Estados Unidos hizo varias pruebas de bombas en el Atolón Bikini. Foto: Wikimedia
Cuando el japonés Akira Kurosawa estrenó en 1955 su filme ‘I live in fear’ (su título en español es ‘Crónica de un ser vivo’) habían pasado diez años de los bombardeos en Hiroshima y Nagasaki.
A los supervivientes de ambas catástrofes nucleares se los denominaba ‘hibakusha’, y se convirtieron en una especie de parias portadores de radiación que se veían obligados a esconder esa circunstancia, porque nadie quería casarse con ellos o hasta llegaban a negarles el trabajo.
La gente común tenía miedo de los efectos subyacentes de ambas catástrofes nucleares, y un pánico aún mayor de que se repitieran. Y ese temor colectivo fue el que Kurosawa buscó reflejar en el protagonista de su película, Kiichi Nakajima, en cuya obsesión por alejarse del peligro quiso vender todos sus negocios para comprar una finca en Brasil y huir allá con toda su familia, amantes incluidas.
Sus parientes lo llevan ante un jurado para que lo declare incapacitado mental, pero al final uno de los miembros de la corte se cuestiona si no es más loco ignorar los peligros de una conflagración nuclear que tomárselo tan seriamente.
Luego del fin de la Segunda Guerra Mundial, cada nueva prueba de armas nucleares se volvió para el mundo un recordatorio de que hay una amenaza para la humanidad, y un miedo difícil de evadir, que aumenta en la medida del creciente alcance de las bombas.

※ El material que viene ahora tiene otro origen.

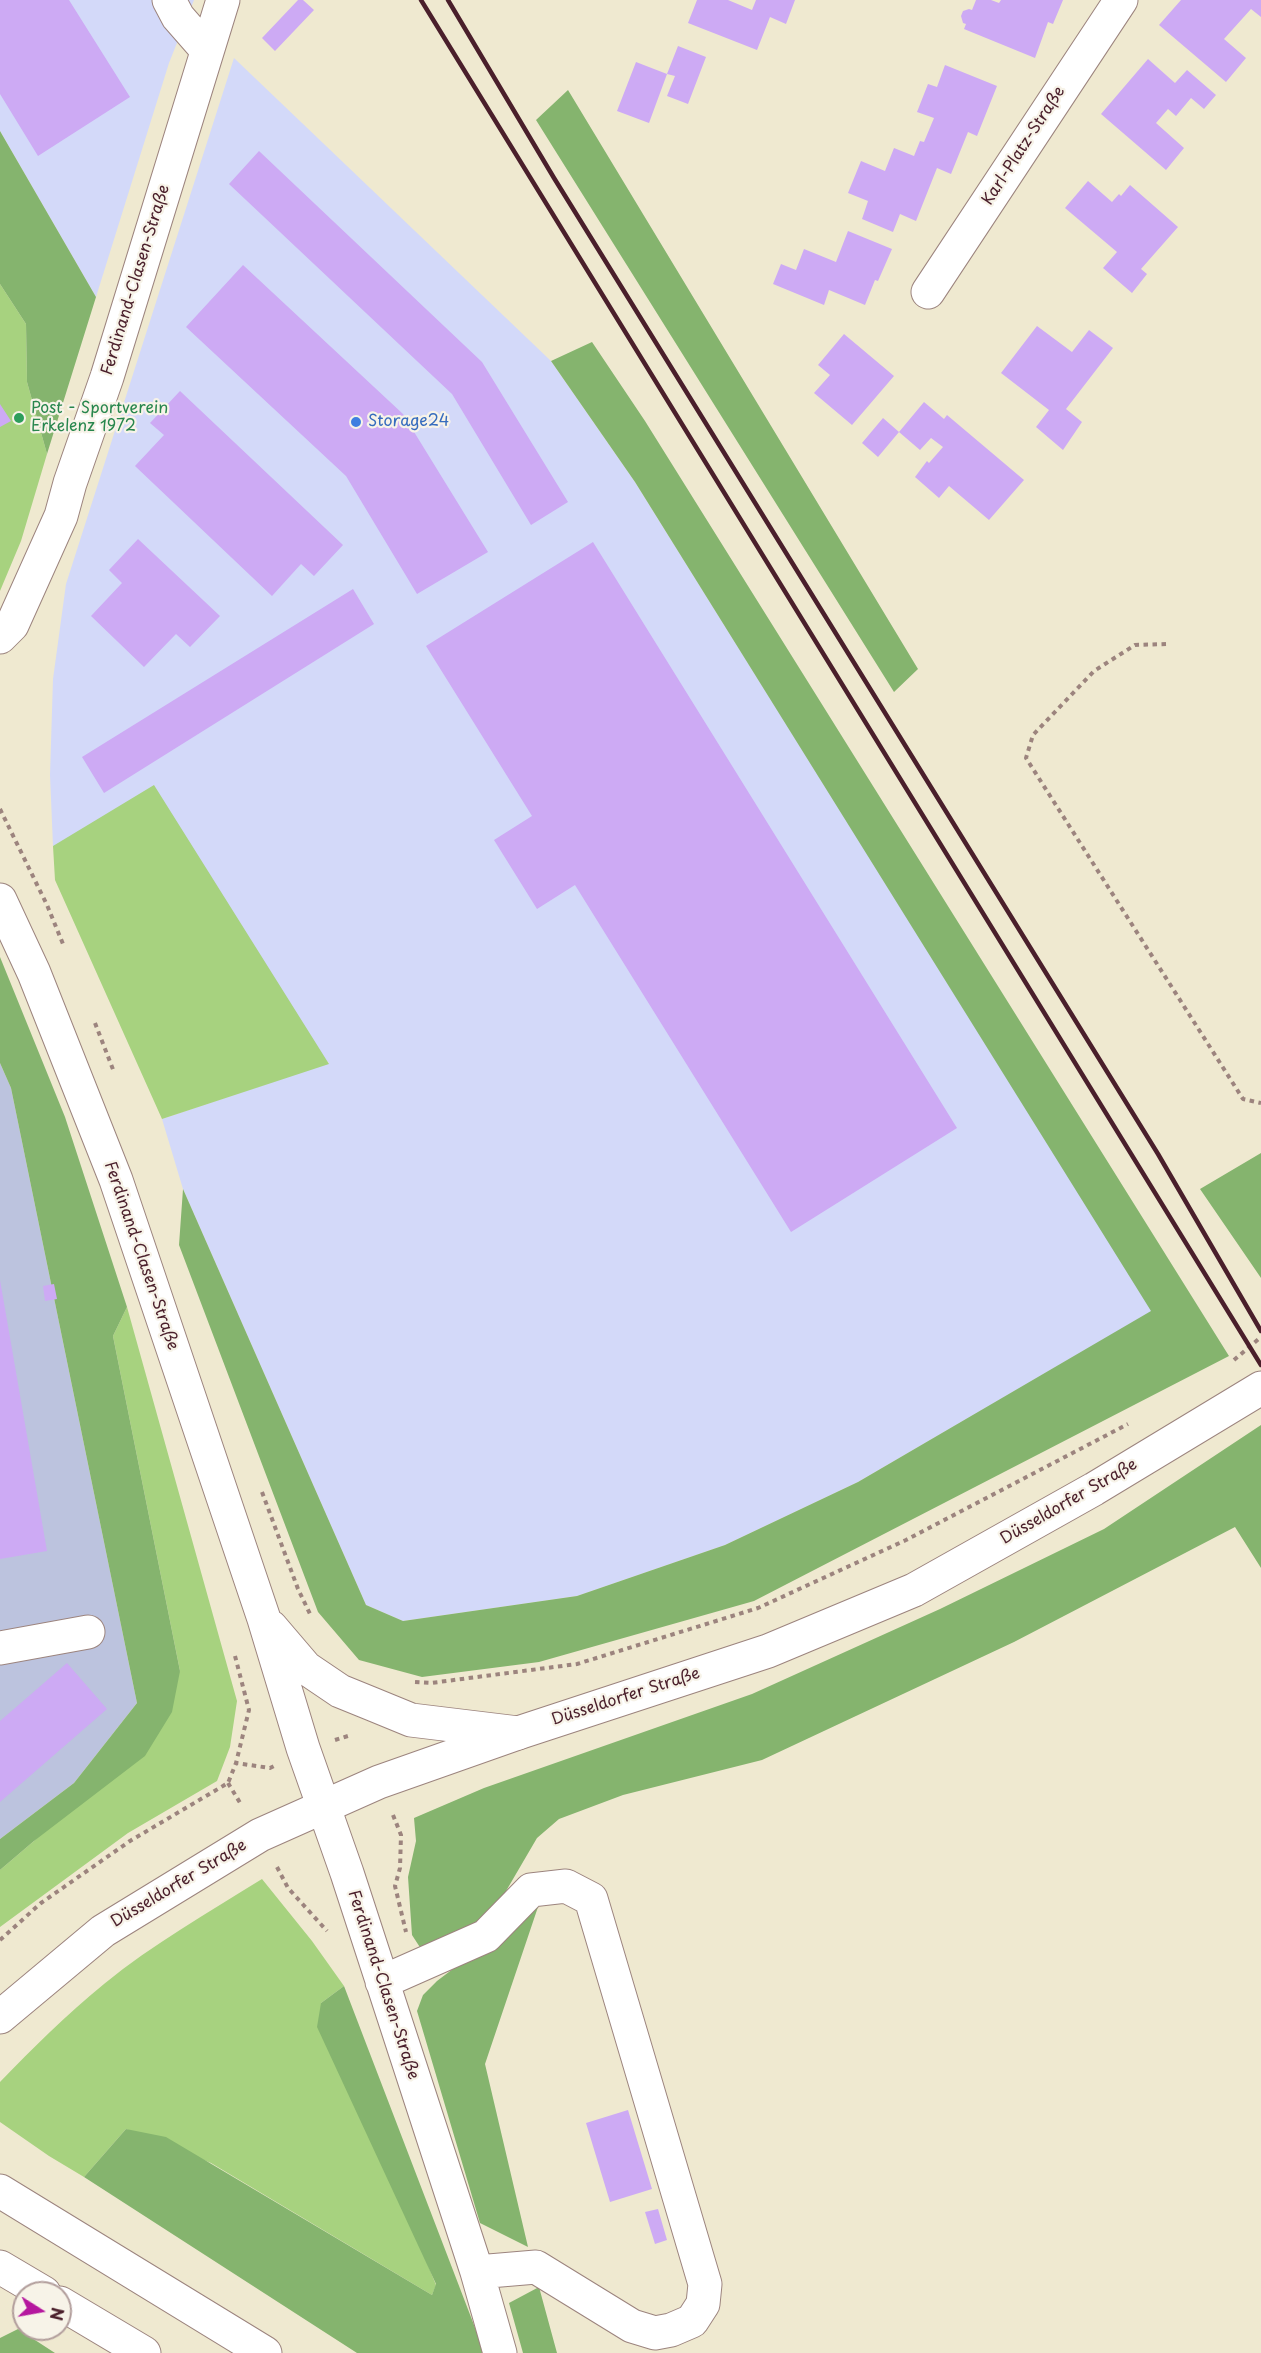 <!DOCTYPE html>
<html>
<head>
<meta charset="utf-8">
<style>
	body { margin:0 }
	#map { position:relative; width:1261px; height:2353px; overflow:hidden; background:#efe9d0; font-family:"Playpen Sans",sans-serif }
	canvas { display:block }
	.north { position:absolute; left:12px; top:2281px; width:60px; height:60px; box-sizing:border-box; background:#f7f3e8; border:2px solid #b29e9c; border-radius:50%; rotate:101deg; font-size:16px; font-weight:700; line-height:24px; text-align:center; color:#4a1f2b }
	.north::after { content:''; display:block; margin:auto; width:21px; height:27px; background:#b5179e; clip-path:polygon(50% 0,100% 100%,50% 72%,0 100%) }
</style>
</head>
<body>
<div id="map">
<canvas width="1261" height="2353"></canvas>
<div class="north">N</div>
</div>
<script>
const g = document.querySelector('canvas').getContext('2d');
g.lineJoin = 'round';
function paint(path, color) {
  g.fillStyle = color;
  g.fill(path, 'evenodd');
}
function strokePath(path, color, width, dash) {
  g.strokeStyle = color;
  g.lineWidth = width;
  g.lineCap = dash ? 'butt' : 'round';
  g.setLineDash(dash || []);
  g.stroke(path);
}
function write(font, color, halo, rows, align = 'center') {
  g.font = font + ' "Playpen Sans",sans-serif';
  g.lineWidth = 4.5;
  g.setLineDash([]);
  g.textBaseline = 'middle';
  g.strokeStyle = halo;
  g.fillStyle = color;
  for (const [text, x, y, turn = 0] of rows) {
    g.save();
    g.translate(x, y);
    g.rotate((+turn || 0) * Math.PI / 180);
    g.textAlign = isNaN(turn) ? turn : align;
    if (halo) g.strokeText(text, 0, 0);
    g.fillText(text, 0, 0);
    g.restore();
  }
}
const built = new Path2D(`
	M0 0H194L169 63 96 297 0 131Z
	M234 58 551 361 635 482 1152 1311 858 1482 725 1545 577 1596 403 1621 366 1605 183 1189 162 1119 329 1063 53 846 50 775 53 679 66 584Z`);
const industrial = new Path2D(`
	M0 1063 11 1088 137 1703 74 1783 0 1839Z`);
const green = new Path2D(`
	M0 284 26 324 27 382 47 454 21 541 0 591Z
	M154 785 329 1064 162 1119 55 880 53 846Z
	M127 1307 237 1701 230 1747 217 1781 128 1833 0 1927V1870L34 1841 180 1671 113 1336Z
	M262 1879 312 1941 344 1986 321 2003 436 2285 432 2295 211 2163 126 2129 84 2177 49 2156 0 2122V2082C33 2048 67 2014 104 1984 153 1944 209 1912 262 1879Z`);
const forest = new Path2D(`
	M568 90 918 669 894 692 536 120Z
	M0 131 96 297 47 454 27 382 26 324 0 284Z
	M592 342 645 421 1229 1356 754 1601 539 1662 422 1677 359 1660 318 1612 179 1245 183 1189 366 1605 403 1621 577 1596 725 1545 858 1482 1151 1311 635 482 551 361Z
	M0 957 65 1117 127 1307 113 1336 180 1671 172 1712 145 1756 34 1841 0 1870V1839L74 1783 137 1703 11 1088 0 1063Z
	M1261 1153V1278L1200 1189Z
	M1261 1425V1568L1235 1527 1014 1642 762 1760 623 1795 559 1819 537 1838 485 1927 423 1952 412 1935 408 1877 416 1841 414 1818 484 1788 752 1694 940 1609 1104 1529Z
	M539 1904 485 2064 528 2247 480 2223 417 2011 423 1995 437 1981Z
	M344 1986 474 2325 484 2353H357L84 2177 126 2129 166 2137 432 2295 436 2284 317 2027 321 2003Z
	M539 2287 557 2353H523L509 2303Z
	M18 2329 55 2353H0V2338Z`);
const building = new Path2D(`
	M0 0H69L130 97 38 156 0 94Z
	M298 0H303L314 10 275 51 262 38Z
	M697 0H728L752 10 756 0H795L786 24 770 17 757 50 688 23Z
	M976 0H991L999 3 1001 0H1063L1053 24 1048 22 1035 58 964 29 966 24 963 23 961 16 963 11 969 9 972 10Z
	M1181 0H1261V17L1251 9 1224 39 1246 58 1226 82 1159 25Z
	M678 46 706 57 688 104 667 96 675 76 667 74Z
	M1148 59 1175 83 1187 70 1216 95 1204 109 1191 98 1176 116 1168 109 1156 123 1184 148 1166 170 1101 114Z
	M636 62 667 74 649 123 617 111Z
	M945 65 997 86 977 136 968 132 951 174 937 168 916 221 900 214 893 232 862 219 868 201 848 193 861 161 885 171 894 148 914 156 920 141 924 142 934 118 917 112 928 84 937 87Z
	M259 151 482 362 568 502 531 525 452 394 229 184Z
	M1088 181 1112 202 1119 194 1121 196 1130 185 1178 227 1141 269 1147 274 1132 293 1103 268 1117 252 1065 208Z
	M848 231 892 249 878 281 875 280 865 305 829 290 824 305 773 284 781 264 796 270 804 249 836 262Z
	M243 265 403 414 488 552 417 594 346 476 186 327Z
	M1037 326 1072 352 1089 330 1113 348 1066 409 1082 422 1063 450 1036 427 1049 410 1001 373Z
	M844 334 894 376 852 425 814 393 830 375 818 365Z
	M180 391 343 545 314 576 301 564 272 596 135 466 164 435 150 423Z
	M924 402 944 419 947 415 1024 480 989 520 949 486 939 498 915 477 927 461 929 463 943 447 931 438 920 450 899 432 878 457 862 443 883 418 899 432Z
	M0 404 11 421 0 427Z
	M138 539 220 616 190 647 176 634 144 667 91 616 122 583 109 570Z
	M593 542 957 1128 791 1232 575 885 537 909 494 840 532 816 426 646Z
	M353 589 374 624 104 793 82 757Z
	M0 1280 47 1551 0 1559Z
	M54 1284 57 1299 45 1301 43 1286Z
	M67 1663 107 1709 0 1802V1721Z
	M628 2110 652 2189 610 2202 586 2123Z
	M658 2209 667 2240 655 2244 645 2212Z`);
const path = new Path2D(`
	M1166 644 1135 645 1094 671 1033 735 1026 758 1243 1099 1261 1103
	M0 809 47 905 63 944
	M95 1023 114 1072
	M1234 1360 1261 1337
	M262 1492 298 1589 311 1616
	M235 1656 249 1710 236 1763
	M415 1682 431 1683 577 1664 758 1608 906 1540 1128 1424
	M335 1740 351 1735
	M228 1783 242 1806
	M393 1815 401 1835 400 1868 395 1886 406 1932
	M277 1867 288 1888 327 1931
	M0 1940 41 1903 130 1841 228 1783 236 1763 270 1768 274 1766`);
const minor = new Path2D(`
	M169 0 178 17 206 49
	M928 292 1121 0
	M0 637 12 625 61 516 70 483 107 377 223 0
	M0 900 34 973 116 1180 264 1619 303 1748 347 1873 477 2272 500 2353
	M271 1627 306 1668 340 1691 372 1704 411 1720 518 1733
	M0 1648 88 1632
	M382 1982 486 1936 531 1890 566 1886 591 1899 705 2284 703 2304 692 2321 671 2330 655 2333 632 2326 536 2267 477 2272`);
const major = new Path2D(`
	M0 2017 103 1931 260 1835 379 1782 518 1733 768 1651 914 1590 1094 1489 1261 1388`);
const highway = new Path2D(`
	M0 2191 265 2353
	M0 2267 44 2293
	M60 2303 144 2353`);
const rail = new Path2D(`
	M421 0 1261 1365
	M448 0 554 178 1158 1154 1261 1331`);
const markers = [
	[19,418,6,"#2e9e5b"],
	[356,422,6,"#3f7fe0"]
];
const streetNames = [
	["Karl-Platz-Straße",1024,146,-57],
	["Ferdinand-Clasen-Straße",136,280,-73],
	["Ferdinand-Clasen-Straße",141,1256,71],
	["Düsseldorfer Straße",1069,1502,-30],
	["Düsseldorfer Straße",626,1697,-18],
	["Düsseldorfer Straße",179,1884,-31],
	["Ferdinand-Clasen-Straße",383,1985,72]
];
const leisureNames = [
	["Post - Sportverein",31,409],
	["Erkelenz 1972",31,427]
];
const shopNames = [
	["Storage24",368,422]
];
paint(built, '#d3d9f9');
paint(industrial, '#bcc3de');
paint(green, '#a7d27f');
paint(forest, '#85b46e');
paint(building, '#cdaaf4');
strokePath(minor, '#9c847e', 35);
strokePath(major, '#9c847e', 35);
strokePath(highway, '#9c847e', 35);
strokePath(path, '#9c847e', 4, [4.5, 4.5]);
strokePath(minor, '#fff', 33);
strokePath(major, '#fff', 33);
strokePath(highway, '#fff', 33);
strokePath(rail, '#4a1f2b', 4.5);
for (const [x, y, r, color] of markers) {
  const dot = new Path2D();
  dot.arc(x, y, r, 0, 2 * Math.PI);
  g.fillStyle = color;
  g.fill(dot);
  strokePath(dot, '#f7f3e8', 2);
}
write('16px', '#4a1f2b', '#f7f3e8', streetNames);
write('16px', '#27864d', '#f7f3e8', leisureNames, 'left');
write('16px', '#366cbe', '#f7f3e8', shopNames, 'left');
</script>
</body>
</html>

En 1950, Washington aún no había probado su primera bomba de hidrógeno, pero ya publicó en panfletos su primera ‘Guía para sobrevivir a una guerra nuclear’: láncese al suelo boca abajo, cúbrase la cara, y si tiene tiempo busque un sitio seguro. La Unión Soviética había probado su primera bomba de estas características el año anterior, y las Coreas estaban empezando su guerra de tres años en el estreno internacional de Kim Il-sung, abuelo del hoy controvertido líder de Piongyang, Kim Jong-un.
Dos años después, el productor y director de la cadena ABC Anthony Rizzo realizó para la Defensa Civil estadounidense ‘Duck and Cover’ (Agáchate y cúbrete), un corto de poco más de nueve minutos donde un dibujo animado, la tortuga Bert, buscaba enseñar a los escolares qué hacer y dónde guarecerse si se volvía realidad la pesadilla de una bomba soviética.
Más de 50 años después, un artículo de la organización educativa Khan Academy reconoce que agacharse y cubrirse difícilmente hubiese ayudado -como tampoco lo haría ahora- a prevenir lesiones serias en un bombardeo atómico real, pero “estos ensayos de un desastre al menos dieron a los ciudadanos estadounidenses una ilusión de control frente a una guerra atómica”.
Ya en la segunda década del siglo XXI, conforme avanza la tecnología para producir proyectiles cada vez más potentes, la forma de enfrentarse a este miedo también se adapta a los tiempos.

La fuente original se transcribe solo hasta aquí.